### Task to carry out
Look through the material below. Copy each line that contains the string "halo".
(Task input Opens)
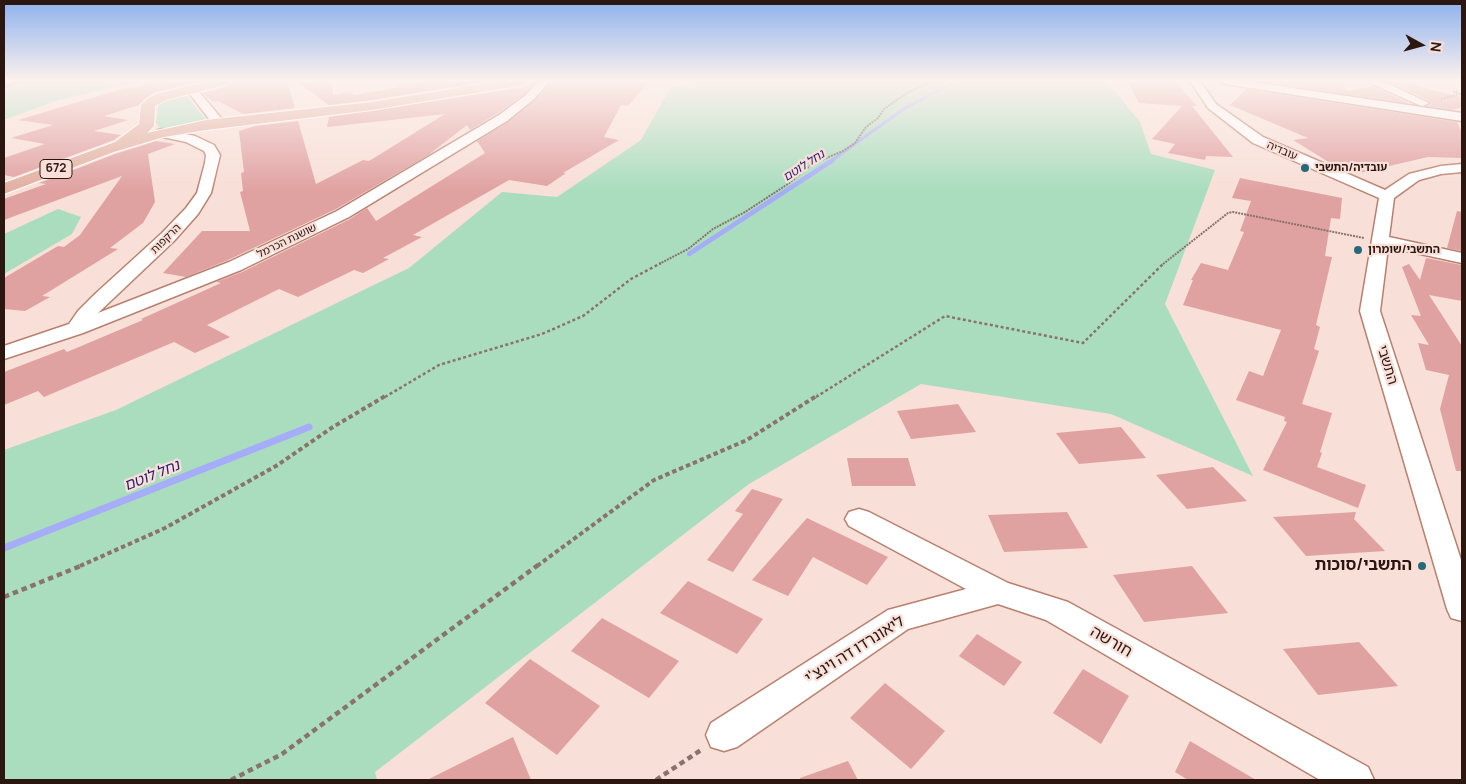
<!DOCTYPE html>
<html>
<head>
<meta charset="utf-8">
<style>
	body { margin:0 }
	#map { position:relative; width:1466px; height:784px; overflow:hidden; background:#f8dfd7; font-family:Manrope,sans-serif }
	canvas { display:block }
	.frame { position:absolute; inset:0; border:5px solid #2c1710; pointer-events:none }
	.north { position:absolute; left:1396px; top:20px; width:50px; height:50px; -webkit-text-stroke:4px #f8dfd7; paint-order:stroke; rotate:97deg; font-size:14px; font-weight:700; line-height:20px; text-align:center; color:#2c1710 }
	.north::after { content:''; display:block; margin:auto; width:18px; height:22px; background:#2c1710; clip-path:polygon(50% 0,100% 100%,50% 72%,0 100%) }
</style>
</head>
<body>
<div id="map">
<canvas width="1466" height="784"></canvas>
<div class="frame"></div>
<div class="north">N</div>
</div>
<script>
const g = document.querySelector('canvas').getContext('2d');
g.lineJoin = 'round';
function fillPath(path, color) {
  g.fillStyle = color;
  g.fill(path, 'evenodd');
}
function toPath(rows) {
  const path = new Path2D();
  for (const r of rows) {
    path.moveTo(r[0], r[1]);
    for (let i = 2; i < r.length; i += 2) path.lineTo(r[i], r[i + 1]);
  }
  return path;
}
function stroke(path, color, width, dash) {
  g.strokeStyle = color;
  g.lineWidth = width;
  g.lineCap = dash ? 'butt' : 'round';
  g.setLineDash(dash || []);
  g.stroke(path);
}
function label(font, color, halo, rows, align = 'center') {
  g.font = font + ' Manrope,"Noto Sans Hebrew",sans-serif';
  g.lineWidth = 4.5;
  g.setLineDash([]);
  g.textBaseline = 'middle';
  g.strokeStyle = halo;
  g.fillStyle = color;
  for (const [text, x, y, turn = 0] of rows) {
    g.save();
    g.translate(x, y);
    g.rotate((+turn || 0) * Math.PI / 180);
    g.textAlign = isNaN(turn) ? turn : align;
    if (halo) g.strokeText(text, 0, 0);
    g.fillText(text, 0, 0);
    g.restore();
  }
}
const green = toPath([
	[4,81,138,81,56,101,4,120],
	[698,81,1107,81,1140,122,1151,154,1215,170,1165,304,1253,476,1111,414,921,384,749,484,375,772,377,780,4,780,4,450,116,410,409,268,502,192,557,197,641,140,670,88],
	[185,94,207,121,167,130,159,127,156,123,159,103],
	[58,209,81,217,72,234,4,274,4,234]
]);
const streamFar2 = toPath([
	[4,86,21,81],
	[831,161,905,108,957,81]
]);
const streamFar1 = toPath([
	[689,254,833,160]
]);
const stream = toPath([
	[4,548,309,427]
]);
const building = toPath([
	[163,81,202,81,156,92,146,98,139,105,104,116,128,120,94,131,121,135,114,140,14,177,4,175,4,158,45,144,11,138,53,125,18,120,128,87,135,88],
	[233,81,287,81,295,108,243,114,218,101,213,102,203,93,229,86],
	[296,81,332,81,333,95,350,92,354,95,400,87,397,85,423,81,491,81,372,100,329,105],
	[533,81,537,81,525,94,498,113,470,130,467,125,427,156,336,209,228,260,186,277,163,273,202,231,250,231,240,192,243,191,241,173,244,172,239,131,255,126,298,121,316,184,363,160,369,161,445,114,327,127,329,117,524,87],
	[552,81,650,81,628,106,621,105,604,137,619,140,563,173,566,173,547,186,509,180,413,235,422,237,383,258,389,259,363,273,354,270,298,297,279,289,207,325,230,337,195,353,174,342,44,397,38,391,4,405,4,372,64,349,67,352,143,320,141,319,221,283,216,282,242,272,350,219,367,208,376,221,485,153,477,141,508,122,535,100],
	[1127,81,1175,81,1197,106,1192,106,1233,157,1206,156,1205,160,1168,153,1175,144,1152,139,1182,106,1139,103],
	[1257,81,1342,81,1347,91,1372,86,1411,104],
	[1395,81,1462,97,1462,107,1452,110,1427,106,1431,104,1430,101,1389,82],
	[1246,89,1457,122,1462,133,1462,158,1428,157,1359,173,1327,161,1293,140,1308,138,1230,105],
	[156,141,175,144,148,154,155,202,143,223,110,248,118,249,42,296,50,297,25,311,4,309,4,278,58,246,64,247,80,235,122,176,4,220,4,199,46,184,39,183,115,154],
	[1240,178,1342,198,1340,219,1331,218,1325,256,1332,257,1316,325,1320,327,1314,349,1319,351,1302,404,1332,413,1320,452,1322,453,1317,467,1366,485,1358,508,1263,470,1287,422,1284,421,1285,417,1236,400,1249,371,1263,376,1281,330,1183,305,1193,280,1191,280,1201,263,1228,270,1244,232,1240,231,1251,201,1232,198],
	[1457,211,1462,212,1462,251,1447,248],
	[1426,258,1462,265,1462,301,1429,295,1462,346,1462,471,1456,471,1440,409,1449,375,1426,370,1418,343,1429,345,1411,315,1421,316,1402,267,1409,264,1420,280],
	[958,404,976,432,911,439,897,411],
	[1121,427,1146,458,1079,464,1056,433],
	[847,458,908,458,916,486,852,486],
	[1213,467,1247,501,1187,509,1156,475],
	[752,489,783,499,733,572,707,560,743,514,735,511],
	[1067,512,1088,548,1004,552,988,515],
	[1356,512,1354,519,1385,551,1306,556,1273,517],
	[807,518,888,557,867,585,813,557,788,596,752,580],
	[1192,566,1228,613,1144,622,1113,575],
	[688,581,763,619,737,654,660,613],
	[602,618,679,661,649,698,571,651],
	[977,634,1022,662,1004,686,959,656],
	[1359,642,1398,686,1318,695,1283,649],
	[530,659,600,706,557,755,485,703],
	[1083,669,1129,696,1101,744,1053,713],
	[885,683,945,731,911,769,850,718],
	[513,737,531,780,427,780],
	[1190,741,1256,780,1188,780,1175,772],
	[848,761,858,780,800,780,800,778]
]);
const pathFar3 = toPath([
	[4,87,24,81],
	[1441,99,1461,94,1454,92,1457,91],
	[659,264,688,249,713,229,745,212,788,184,812,164,843,151,855,143,866,127,878,118,884,109,907,93,932,81],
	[1163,264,1228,213,1233,212,1364,238]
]);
const pathFar2 = toPath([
	[385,397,439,365,542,334,583,316,631,279,661,263],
	[816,397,945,316,1083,343,1164,263]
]);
const pathFar1 = toPath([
	[80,566,165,528,276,466,333,427,387,395],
	[537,566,654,480,747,440,818,395]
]);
const path = toPath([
	[4,597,83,565],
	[231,780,282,754,538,565],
	[656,780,701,750]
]);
const street = toPath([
	[539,81,550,81,534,99,507,121,349,217,241,270,83,333,4,359,4,346,69,324,78,311,95,294,162,233,186,208,197,193,205,163,206,155,204,151,186,142,158,136,156,133,158,130,162,129,195,136,214,145,220,155,211,193,198,214,174,241,98,313,229,262,337,211,499,115,526,95,539,81],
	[1190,81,1200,81,1216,104,1263,137,1385,190,1409,174,1441,166,1462,164,1462,172,1441,174,1419,180,1394,198,1389,237,1462,253,1462,263,1388,247,1380,311,1462,563,1462,621,1451,618,1447,609,1360,311,1379,198,1253,143,1208,108,1190,81],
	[1220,81,1245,81,1462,113,1462,121,1225,84,1220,81],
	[1369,81,1382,81,1429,103,1423,106,1419,105,1370,83,1369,81],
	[191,86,195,87,221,118,227,120,229,123,227,126,223,127,213,124,186,89,191,86],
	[859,509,869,512,1008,583,1068,602,1368,767,1374,780,1320,780,1046,620,998,604,908,629,737,747,724,751,711,747,706,735,711,723,888,610,966,589,849,526,845,519,849,512,859,509]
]);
const primary = toPath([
	[209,81,231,81,229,84,166,100,157,105,155,106,154,126,147,133,206,120,372,102,501,81,531,81,524,85,372,110,206,130,164,137,114,152,4,194,4,183,115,142,139,124,141,105,147,99,156,94,209,81]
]);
const markers = [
	[1305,168,5,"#25697b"],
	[1358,250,5,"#25697b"],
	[1422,566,5,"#25697b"]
];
const farStreetnames = [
	["עובדיה",1282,151,23],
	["הרקפות",166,239,-45],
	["שושנת הכרמל",287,241,-26]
];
const farPoinames = [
	["עובדיה/התשבי",1315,168],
	["התשבי/שומרון",1368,250]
];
const farWaternames = [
	["נחל לוטם",804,166,-33]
];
const shields = [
	[56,169,32]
];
const shieldNames = [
	["672",56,169]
];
const streetNames = [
	["התשבי",1387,365,73]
];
const waterNames = [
	["נחל לוטם",152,476,-22]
];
const nearPoinames = [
	["התשבי/סוכות",1412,566]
];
const nearStreetnames = [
	["חורשה",1111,642,30],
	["ליאונרדו דה וינצ'י",855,650,-32]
];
fillPath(green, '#a9ddbe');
stroke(streamFar2, '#a5adf8', 3);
stroke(streamFar1, '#a5adf8', 4.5);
stroke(stream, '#a5adf8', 7);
fillPath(building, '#e0a1a1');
stroke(street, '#b8816f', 3);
stroke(primary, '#fff', 2);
stroke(pathFar3, '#8a736c', 2, [2, 1]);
stroke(pathFar2, '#8a736c', 2.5, [3, 2.5]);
stroke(pathFar1, '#8a736c', 4, [4.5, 3]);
stroke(path, '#8a736c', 4.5, [5.5, 4]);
fillPath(street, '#fff');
fillPath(primary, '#e1b0a1');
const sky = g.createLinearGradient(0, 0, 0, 191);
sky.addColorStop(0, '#8db1ee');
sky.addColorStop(0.42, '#fcf1ed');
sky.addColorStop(1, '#fcf1ed00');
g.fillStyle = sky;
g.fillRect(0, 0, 1466, 191);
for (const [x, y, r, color] of markers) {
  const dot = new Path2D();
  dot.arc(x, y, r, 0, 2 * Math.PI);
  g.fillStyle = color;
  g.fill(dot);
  stroke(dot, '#f8dfd7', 2);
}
label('11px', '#2c1710', '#f8dfd7', farStreetnames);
label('bold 11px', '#2c1710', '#f8dfd7', farPoinames, 'left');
label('italic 12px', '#251e71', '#f8dfd7', farWaternames);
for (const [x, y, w] of shields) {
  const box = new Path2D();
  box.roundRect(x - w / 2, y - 9.5, w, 19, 4);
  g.fillStyle = '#f8dfd7';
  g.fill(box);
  stroke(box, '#2c1710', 1);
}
label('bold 12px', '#2c1710', null, shieldNames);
label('14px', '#2c1710', '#f8dfd7', streetNames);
label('italic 15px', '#251e71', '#f8dfd7', waterNames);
label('bold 16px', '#2c1710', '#f8dfd7', nearPoinames, 'right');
label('16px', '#2c1710', '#f8dfd7', nearStreetnames);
</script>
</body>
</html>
(Task input Closes)
### Response to the task
function label(font, color, halo, rows, align = 'center') {
  g.strokeStyle = halo;
    if (halo) g.strokeText(text, 0, 0);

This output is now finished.